Das Erbe der SPD

Wer wird SPD-Nachfolgerin?

Die SPD nähert sich der Fünfprozenthürde an. Wer wird ihr politisches Erbe antreten? Ein Expertenteam der Jungle World hat sich die möglichen Kandidaten näher angeschaut.

Derzeit hofft so manches SPD-Mitglied, die Partei könne den anhaltenden Abwärtstrend bei Umfragen und Wahlergebnissen umkehren, indem sie aus der Großen Koalition austritt und sich in der Opposition erneuert. Allerdings ist das den einst mächtigen Schwesterparteien in Italien und Frankreich bislang nicht gelungen. Gut möglich, dass die europäische Sozialdemokratie auf absehbare Zeit in der Versenkung verschwindet. Doch was könnte an ihre Stelle treten?
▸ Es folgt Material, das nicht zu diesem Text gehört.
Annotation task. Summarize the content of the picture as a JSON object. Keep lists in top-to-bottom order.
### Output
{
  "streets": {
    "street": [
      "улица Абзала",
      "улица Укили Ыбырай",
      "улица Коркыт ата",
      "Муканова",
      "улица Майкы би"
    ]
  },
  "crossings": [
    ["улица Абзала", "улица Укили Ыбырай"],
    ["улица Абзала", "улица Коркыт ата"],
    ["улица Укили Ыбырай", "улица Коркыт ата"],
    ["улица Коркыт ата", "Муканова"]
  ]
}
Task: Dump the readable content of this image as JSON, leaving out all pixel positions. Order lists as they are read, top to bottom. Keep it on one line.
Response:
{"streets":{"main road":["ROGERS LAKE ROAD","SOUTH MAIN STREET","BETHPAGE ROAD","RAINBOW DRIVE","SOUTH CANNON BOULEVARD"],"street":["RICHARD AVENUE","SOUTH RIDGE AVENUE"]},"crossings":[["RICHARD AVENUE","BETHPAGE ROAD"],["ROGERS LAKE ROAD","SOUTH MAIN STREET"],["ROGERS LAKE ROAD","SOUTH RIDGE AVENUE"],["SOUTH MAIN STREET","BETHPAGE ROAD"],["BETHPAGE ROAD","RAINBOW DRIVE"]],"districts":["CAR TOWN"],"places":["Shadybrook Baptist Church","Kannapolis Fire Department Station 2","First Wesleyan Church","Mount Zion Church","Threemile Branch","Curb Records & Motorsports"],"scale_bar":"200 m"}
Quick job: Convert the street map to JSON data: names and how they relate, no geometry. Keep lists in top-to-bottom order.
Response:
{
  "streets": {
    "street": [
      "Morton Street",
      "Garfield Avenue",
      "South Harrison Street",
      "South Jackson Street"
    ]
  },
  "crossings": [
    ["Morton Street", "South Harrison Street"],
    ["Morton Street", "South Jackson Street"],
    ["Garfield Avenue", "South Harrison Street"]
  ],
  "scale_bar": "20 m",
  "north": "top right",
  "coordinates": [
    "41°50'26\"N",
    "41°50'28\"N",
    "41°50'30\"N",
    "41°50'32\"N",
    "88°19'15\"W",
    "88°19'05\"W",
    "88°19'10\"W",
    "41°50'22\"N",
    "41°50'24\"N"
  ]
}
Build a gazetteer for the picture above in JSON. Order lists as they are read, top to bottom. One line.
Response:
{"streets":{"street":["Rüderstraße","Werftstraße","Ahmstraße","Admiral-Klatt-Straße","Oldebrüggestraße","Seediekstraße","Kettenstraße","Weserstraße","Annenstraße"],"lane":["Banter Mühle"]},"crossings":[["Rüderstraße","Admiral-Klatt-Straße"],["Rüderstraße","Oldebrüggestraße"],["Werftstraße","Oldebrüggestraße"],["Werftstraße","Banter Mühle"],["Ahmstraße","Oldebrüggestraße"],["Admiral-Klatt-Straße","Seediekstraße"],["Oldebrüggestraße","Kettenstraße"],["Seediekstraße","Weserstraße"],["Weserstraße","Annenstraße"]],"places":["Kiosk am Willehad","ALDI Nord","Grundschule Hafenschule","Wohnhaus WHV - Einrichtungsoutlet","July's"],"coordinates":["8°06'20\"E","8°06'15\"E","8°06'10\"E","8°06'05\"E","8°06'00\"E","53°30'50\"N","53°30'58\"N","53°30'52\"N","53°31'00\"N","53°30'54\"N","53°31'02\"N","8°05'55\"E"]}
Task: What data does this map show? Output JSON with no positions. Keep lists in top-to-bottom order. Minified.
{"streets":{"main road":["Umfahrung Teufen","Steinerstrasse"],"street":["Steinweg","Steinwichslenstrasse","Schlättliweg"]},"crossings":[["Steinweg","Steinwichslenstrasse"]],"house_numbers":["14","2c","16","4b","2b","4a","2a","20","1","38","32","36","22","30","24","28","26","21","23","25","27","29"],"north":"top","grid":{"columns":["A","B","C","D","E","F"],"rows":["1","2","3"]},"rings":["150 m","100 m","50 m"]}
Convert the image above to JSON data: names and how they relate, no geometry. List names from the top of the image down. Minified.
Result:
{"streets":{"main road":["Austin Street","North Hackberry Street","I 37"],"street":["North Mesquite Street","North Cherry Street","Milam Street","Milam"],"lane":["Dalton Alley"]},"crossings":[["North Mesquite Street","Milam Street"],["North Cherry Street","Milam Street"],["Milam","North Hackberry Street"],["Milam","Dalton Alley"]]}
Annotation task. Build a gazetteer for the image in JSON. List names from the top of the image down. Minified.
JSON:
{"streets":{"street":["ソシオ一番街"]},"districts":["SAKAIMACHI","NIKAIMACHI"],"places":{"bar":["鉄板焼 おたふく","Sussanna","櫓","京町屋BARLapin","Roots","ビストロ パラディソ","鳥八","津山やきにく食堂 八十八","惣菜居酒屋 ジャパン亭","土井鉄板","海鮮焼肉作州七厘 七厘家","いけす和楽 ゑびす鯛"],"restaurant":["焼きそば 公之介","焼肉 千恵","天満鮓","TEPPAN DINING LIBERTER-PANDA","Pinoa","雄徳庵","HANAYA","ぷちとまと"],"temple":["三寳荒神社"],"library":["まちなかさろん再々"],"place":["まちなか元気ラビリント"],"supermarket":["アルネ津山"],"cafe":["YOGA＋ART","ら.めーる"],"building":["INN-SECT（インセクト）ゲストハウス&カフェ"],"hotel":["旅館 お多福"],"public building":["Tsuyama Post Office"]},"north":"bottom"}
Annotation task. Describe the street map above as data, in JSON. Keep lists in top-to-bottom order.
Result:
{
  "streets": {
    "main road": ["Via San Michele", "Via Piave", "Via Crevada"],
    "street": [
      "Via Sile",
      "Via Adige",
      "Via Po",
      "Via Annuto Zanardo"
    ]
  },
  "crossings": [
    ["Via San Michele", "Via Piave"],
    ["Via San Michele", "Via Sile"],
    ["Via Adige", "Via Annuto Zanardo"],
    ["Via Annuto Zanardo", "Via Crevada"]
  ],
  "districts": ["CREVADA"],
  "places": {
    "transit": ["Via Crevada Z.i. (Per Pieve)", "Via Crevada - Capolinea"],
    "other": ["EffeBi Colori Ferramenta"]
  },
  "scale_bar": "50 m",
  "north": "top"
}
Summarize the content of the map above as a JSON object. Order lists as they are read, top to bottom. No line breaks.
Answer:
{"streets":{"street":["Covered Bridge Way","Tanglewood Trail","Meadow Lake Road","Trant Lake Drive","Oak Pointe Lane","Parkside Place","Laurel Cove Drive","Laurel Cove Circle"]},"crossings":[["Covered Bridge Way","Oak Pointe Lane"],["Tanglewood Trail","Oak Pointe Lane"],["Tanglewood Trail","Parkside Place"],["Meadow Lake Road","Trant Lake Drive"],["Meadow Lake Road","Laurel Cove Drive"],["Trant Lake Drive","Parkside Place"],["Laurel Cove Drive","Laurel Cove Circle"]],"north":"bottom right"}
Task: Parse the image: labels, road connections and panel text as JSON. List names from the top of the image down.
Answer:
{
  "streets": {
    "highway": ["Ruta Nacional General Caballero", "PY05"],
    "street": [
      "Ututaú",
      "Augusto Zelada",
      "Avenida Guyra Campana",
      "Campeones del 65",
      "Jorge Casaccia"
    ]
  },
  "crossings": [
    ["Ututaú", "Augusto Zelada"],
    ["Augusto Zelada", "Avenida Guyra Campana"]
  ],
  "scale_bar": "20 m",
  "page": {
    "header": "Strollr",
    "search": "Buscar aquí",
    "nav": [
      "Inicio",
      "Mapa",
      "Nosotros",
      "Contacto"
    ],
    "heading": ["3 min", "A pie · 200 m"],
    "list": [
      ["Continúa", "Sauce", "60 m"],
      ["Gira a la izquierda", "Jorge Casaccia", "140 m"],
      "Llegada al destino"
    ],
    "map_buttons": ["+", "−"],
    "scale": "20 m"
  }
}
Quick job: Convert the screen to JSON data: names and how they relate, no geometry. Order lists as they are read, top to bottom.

Auch wenn die SPD historisch gesehen häufiger in der Opposition als an der Regierung war, verkörperte die Partei wie kaum eine andere den Interessenausgleich von Arbeit und Kapital. Regelmäßig nahm sie es auf sich, politische Veränderungen in die Wege zu leiten, die man für Staatsräson hielt. Ob an der Regierung oder als Beschafferin parlamentarischer Mehrheiten: Ohne die SPD hätte es 1914 keine Kriegskredite gegeben, hätte nach der Niederlage 1918 die Revolution eine Chance gehabt, wären weder 1968 die Notstandsgesetze noch die faktische Abschaffung des Asylrechts 1993 möglich gewesen. Und wer hätte sich besser zur Demontage des Sozialstaats geeignet als die rot-grüne Koalition unter dem SPD-Bundeskanzler Gerhard Schröder?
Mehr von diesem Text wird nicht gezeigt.